* **Problem requirements**
Show every line in the records below that contains the word "gradient".

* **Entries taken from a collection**
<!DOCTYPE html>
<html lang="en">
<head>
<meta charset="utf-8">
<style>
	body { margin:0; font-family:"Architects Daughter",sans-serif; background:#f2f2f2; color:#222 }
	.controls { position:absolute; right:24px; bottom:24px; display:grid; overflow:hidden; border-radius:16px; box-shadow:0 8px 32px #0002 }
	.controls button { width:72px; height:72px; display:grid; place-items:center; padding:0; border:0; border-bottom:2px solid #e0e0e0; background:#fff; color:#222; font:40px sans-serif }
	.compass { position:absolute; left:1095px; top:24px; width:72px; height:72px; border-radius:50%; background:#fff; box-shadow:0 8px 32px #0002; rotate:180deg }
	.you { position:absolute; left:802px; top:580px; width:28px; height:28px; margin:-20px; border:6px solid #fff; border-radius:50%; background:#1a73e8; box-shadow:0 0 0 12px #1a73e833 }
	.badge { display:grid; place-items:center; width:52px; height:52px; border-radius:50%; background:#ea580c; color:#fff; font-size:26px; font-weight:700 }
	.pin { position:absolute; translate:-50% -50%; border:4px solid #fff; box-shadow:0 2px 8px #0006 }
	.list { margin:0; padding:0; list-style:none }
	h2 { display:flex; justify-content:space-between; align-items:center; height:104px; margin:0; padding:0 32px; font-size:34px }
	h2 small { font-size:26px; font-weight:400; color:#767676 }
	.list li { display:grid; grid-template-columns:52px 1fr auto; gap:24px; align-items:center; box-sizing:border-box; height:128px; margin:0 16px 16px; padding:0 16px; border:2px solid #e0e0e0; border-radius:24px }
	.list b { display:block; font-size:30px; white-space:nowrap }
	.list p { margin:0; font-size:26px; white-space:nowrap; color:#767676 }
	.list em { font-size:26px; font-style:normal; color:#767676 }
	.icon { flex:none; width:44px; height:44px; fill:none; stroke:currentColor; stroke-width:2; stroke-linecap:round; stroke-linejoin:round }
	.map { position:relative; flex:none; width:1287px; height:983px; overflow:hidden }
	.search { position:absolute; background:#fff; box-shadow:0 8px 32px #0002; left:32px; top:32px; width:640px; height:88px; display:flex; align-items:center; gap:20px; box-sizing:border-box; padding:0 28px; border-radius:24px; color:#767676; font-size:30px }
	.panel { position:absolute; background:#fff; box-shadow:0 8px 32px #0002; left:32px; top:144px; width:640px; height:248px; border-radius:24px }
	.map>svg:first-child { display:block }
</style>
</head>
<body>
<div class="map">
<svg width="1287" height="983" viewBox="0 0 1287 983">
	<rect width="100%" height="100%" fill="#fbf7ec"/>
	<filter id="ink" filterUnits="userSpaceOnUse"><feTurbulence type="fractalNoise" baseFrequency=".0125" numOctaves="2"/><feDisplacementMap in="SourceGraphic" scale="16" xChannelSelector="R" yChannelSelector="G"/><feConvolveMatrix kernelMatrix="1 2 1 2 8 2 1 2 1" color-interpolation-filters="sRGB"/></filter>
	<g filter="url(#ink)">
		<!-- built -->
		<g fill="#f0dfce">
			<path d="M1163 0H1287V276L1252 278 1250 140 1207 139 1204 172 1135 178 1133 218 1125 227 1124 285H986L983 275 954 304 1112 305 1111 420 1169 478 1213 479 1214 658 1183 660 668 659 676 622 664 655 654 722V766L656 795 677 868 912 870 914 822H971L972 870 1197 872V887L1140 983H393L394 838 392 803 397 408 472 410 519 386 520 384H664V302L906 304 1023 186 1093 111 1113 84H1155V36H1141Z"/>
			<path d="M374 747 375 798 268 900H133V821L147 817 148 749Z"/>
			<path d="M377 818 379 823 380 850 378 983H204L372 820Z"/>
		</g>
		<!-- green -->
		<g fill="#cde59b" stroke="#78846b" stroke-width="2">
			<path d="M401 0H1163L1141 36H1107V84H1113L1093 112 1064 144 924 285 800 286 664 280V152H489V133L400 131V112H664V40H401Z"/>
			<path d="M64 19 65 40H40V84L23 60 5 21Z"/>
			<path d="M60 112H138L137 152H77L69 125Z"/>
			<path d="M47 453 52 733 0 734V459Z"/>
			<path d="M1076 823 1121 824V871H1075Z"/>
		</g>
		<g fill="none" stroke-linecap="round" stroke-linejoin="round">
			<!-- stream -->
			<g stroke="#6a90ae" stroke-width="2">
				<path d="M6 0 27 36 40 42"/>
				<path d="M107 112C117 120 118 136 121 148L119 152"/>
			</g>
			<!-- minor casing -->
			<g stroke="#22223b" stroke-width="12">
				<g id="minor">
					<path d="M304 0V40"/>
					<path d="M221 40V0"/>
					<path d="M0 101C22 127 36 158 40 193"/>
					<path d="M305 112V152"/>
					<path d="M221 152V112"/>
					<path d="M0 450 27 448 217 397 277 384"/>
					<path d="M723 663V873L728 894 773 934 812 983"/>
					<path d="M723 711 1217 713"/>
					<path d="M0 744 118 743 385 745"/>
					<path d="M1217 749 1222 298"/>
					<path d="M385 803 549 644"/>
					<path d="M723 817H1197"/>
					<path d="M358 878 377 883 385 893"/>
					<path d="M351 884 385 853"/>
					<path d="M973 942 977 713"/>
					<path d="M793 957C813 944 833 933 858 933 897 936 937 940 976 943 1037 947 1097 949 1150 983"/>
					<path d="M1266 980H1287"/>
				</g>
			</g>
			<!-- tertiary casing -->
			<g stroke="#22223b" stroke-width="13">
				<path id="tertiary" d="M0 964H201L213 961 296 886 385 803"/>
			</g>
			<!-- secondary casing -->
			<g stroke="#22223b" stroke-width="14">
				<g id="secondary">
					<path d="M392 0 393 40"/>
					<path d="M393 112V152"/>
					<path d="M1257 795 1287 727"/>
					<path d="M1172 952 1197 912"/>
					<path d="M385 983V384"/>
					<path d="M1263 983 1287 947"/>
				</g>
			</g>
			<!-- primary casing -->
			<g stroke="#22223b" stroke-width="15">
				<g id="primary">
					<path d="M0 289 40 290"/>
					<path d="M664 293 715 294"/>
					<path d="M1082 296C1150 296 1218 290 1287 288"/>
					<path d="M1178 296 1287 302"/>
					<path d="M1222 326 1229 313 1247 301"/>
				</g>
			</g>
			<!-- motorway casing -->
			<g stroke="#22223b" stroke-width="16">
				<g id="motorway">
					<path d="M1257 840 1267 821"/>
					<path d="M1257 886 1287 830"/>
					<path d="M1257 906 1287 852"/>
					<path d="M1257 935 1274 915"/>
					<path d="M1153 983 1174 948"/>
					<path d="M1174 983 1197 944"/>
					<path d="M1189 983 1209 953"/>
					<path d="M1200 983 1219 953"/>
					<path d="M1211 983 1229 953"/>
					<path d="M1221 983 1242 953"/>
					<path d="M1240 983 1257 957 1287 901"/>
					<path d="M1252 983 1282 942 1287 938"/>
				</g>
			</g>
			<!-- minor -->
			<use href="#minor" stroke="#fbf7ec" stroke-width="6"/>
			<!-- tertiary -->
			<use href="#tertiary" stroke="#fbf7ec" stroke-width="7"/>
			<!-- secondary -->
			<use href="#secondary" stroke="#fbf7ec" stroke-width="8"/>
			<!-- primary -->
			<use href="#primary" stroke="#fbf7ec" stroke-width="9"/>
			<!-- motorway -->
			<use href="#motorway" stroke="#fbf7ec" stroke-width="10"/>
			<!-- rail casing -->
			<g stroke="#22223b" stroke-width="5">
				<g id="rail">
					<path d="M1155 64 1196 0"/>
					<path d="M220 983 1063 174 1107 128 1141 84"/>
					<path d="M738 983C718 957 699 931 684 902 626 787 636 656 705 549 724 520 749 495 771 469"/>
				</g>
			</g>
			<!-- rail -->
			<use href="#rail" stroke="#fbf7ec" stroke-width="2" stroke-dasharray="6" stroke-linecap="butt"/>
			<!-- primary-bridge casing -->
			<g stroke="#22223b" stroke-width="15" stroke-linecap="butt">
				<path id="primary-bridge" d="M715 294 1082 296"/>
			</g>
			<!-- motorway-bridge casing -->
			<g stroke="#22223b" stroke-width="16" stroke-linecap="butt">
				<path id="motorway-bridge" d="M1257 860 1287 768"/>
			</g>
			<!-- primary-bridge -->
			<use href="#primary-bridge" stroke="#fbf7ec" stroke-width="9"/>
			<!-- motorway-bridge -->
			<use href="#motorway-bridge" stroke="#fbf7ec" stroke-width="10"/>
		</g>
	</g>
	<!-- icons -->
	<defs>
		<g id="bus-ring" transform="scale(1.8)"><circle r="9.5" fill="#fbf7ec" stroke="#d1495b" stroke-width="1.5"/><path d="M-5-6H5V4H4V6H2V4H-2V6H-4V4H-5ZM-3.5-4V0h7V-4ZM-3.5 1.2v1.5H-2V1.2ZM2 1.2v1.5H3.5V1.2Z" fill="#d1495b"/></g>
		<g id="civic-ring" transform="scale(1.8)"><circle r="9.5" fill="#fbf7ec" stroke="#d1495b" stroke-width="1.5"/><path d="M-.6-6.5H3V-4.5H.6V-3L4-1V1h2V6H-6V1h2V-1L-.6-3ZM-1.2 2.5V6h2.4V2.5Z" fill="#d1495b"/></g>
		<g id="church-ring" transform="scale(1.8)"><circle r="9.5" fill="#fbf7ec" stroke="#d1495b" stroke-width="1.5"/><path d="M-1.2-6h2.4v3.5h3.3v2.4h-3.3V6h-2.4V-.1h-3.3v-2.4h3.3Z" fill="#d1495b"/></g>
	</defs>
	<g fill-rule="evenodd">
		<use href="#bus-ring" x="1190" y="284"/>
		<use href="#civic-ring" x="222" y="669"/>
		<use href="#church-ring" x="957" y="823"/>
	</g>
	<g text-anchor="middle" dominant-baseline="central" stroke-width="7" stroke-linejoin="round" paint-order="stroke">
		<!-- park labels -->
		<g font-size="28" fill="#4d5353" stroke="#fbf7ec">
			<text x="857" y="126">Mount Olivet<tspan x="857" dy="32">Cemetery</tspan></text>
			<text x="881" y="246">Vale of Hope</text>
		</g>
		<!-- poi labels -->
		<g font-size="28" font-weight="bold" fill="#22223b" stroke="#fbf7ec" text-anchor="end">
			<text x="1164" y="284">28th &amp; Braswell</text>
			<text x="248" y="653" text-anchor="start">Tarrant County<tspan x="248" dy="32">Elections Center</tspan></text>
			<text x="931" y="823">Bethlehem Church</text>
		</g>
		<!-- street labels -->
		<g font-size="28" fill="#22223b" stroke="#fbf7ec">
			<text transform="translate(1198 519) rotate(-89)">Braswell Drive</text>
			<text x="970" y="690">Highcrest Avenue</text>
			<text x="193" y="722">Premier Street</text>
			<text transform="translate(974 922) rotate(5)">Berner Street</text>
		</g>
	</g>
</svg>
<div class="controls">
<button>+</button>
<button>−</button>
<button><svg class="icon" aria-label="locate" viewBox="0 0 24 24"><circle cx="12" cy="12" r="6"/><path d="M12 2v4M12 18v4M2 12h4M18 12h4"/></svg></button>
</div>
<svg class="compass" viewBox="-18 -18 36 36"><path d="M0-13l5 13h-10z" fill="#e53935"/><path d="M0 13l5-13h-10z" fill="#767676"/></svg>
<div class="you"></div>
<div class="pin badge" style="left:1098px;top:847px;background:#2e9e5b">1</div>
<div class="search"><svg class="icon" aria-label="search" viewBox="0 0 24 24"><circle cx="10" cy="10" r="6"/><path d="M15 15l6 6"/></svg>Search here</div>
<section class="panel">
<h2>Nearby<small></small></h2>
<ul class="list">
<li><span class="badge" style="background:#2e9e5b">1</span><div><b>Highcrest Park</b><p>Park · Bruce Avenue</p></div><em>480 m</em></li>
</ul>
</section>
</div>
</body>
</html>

--

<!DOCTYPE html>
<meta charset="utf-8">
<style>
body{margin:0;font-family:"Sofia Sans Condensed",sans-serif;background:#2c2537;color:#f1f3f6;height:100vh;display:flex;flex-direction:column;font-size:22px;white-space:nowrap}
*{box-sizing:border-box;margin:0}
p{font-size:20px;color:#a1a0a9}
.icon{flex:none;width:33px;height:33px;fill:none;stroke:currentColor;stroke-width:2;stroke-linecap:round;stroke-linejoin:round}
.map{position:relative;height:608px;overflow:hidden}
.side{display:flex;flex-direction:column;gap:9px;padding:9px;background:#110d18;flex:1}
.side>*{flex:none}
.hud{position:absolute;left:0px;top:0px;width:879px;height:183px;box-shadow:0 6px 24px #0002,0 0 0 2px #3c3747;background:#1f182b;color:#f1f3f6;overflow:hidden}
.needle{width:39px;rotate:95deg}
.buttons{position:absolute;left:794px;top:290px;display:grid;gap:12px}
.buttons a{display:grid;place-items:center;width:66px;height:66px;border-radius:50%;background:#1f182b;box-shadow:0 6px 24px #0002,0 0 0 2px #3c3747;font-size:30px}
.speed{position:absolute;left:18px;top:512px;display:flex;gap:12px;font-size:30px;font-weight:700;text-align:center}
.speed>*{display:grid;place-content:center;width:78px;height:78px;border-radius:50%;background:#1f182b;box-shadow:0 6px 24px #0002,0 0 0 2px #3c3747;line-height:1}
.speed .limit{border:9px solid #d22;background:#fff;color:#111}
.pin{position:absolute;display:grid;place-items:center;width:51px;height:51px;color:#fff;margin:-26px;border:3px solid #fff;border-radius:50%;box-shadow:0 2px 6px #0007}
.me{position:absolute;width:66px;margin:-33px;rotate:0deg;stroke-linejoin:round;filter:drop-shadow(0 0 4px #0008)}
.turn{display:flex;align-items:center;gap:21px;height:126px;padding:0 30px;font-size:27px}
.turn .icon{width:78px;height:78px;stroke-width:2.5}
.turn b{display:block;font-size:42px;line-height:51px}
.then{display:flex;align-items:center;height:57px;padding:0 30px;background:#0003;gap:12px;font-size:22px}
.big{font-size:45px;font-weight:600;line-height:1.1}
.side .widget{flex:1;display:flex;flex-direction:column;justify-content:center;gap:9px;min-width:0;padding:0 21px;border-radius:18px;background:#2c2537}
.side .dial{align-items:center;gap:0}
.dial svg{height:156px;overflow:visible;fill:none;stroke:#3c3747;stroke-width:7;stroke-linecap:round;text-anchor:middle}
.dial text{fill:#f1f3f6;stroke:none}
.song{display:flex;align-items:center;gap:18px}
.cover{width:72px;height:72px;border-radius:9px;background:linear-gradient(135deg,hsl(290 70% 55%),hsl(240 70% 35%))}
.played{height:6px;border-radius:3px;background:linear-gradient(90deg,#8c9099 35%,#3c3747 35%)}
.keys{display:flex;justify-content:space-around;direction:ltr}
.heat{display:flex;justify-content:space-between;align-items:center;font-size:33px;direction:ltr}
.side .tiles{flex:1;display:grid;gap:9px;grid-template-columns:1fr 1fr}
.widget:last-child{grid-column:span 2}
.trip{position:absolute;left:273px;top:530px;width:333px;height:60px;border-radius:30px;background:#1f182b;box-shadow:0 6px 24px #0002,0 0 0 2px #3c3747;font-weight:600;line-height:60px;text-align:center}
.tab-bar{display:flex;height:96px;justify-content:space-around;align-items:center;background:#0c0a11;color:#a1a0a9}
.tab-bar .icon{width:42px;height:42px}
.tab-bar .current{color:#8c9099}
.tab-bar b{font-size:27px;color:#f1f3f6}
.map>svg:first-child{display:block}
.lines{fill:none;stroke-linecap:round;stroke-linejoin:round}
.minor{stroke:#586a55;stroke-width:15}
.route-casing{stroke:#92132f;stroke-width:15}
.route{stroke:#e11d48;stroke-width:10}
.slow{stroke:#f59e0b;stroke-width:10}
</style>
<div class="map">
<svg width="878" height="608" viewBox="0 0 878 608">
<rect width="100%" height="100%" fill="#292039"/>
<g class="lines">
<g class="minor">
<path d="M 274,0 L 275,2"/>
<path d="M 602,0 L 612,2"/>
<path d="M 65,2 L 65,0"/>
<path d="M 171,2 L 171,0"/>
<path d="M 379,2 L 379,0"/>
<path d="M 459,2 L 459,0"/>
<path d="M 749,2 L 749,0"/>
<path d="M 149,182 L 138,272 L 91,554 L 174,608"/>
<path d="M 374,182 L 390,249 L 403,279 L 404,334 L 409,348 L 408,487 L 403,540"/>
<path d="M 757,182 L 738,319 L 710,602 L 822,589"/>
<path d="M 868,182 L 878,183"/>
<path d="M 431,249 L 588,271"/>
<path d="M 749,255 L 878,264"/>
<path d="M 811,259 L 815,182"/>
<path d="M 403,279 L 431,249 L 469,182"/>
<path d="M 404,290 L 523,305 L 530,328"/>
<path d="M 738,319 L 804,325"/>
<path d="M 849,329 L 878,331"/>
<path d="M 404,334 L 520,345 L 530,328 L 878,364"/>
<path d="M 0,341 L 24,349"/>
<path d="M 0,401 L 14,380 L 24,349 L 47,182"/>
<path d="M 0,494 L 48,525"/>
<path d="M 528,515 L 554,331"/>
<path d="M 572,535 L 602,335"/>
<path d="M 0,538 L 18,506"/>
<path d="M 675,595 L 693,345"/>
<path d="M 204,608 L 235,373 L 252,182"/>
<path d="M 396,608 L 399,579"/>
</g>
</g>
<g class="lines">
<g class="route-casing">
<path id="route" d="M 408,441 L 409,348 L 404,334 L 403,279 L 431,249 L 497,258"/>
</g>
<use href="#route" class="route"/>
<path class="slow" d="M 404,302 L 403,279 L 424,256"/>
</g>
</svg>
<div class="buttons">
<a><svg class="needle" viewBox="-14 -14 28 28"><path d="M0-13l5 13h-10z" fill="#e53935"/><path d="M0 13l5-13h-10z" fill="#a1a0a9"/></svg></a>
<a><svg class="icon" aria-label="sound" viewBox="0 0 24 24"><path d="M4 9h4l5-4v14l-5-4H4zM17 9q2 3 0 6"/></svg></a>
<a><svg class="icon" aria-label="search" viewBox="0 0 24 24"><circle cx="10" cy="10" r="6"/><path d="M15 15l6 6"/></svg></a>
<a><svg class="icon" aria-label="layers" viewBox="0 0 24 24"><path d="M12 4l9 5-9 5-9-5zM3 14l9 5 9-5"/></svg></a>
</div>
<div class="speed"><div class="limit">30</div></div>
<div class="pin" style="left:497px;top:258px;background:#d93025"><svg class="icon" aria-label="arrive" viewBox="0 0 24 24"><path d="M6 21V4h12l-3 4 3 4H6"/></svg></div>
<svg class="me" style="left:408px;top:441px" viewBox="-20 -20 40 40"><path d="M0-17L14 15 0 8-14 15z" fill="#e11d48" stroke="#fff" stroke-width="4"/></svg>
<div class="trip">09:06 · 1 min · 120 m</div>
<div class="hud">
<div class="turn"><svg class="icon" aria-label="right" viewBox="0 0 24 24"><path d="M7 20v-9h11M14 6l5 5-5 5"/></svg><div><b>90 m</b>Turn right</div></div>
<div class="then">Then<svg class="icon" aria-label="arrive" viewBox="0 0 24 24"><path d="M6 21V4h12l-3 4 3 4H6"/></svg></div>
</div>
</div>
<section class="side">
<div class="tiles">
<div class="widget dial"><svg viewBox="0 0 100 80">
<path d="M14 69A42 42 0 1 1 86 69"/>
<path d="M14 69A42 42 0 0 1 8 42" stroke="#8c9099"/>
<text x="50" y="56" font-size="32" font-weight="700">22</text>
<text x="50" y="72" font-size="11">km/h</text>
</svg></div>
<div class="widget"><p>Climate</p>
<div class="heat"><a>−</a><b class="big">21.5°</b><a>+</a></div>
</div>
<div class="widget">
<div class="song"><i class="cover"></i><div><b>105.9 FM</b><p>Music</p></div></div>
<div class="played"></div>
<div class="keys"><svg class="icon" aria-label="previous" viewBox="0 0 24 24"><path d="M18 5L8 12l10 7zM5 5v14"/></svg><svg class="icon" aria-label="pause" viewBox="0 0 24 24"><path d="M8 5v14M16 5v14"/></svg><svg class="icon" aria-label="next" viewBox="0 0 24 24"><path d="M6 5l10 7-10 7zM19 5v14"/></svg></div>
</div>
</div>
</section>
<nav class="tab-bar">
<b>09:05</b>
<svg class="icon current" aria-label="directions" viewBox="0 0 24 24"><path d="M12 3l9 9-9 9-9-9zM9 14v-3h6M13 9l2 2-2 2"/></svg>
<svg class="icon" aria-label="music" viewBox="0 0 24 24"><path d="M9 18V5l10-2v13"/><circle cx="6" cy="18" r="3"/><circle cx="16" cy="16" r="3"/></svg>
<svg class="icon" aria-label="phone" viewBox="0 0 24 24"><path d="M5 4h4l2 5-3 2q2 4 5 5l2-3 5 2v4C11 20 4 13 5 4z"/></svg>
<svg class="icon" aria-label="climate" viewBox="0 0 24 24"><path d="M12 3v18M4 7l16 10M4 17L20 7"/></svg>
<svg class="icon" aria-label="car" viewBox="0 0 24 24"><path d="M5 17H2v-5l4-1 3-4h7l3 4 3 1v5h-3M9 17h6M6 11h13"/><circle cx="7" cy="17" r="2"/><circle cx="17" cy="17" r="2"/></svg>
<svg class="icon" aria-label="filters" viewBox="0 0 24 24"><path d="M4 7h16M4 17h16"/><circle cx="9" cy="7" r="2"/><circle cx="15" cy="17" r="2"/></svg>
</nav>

* **Exercise result**
.cover{width:72px;height:72px;border-radius:9px;background:linear-gradient(135deg,hsl(290 70% 55%),hsl(240 70% 35%))}
.played{height:6px;border-radius:3px;background:linear-gradient(90deg,#8c9099 35%,#3c3747 35%)}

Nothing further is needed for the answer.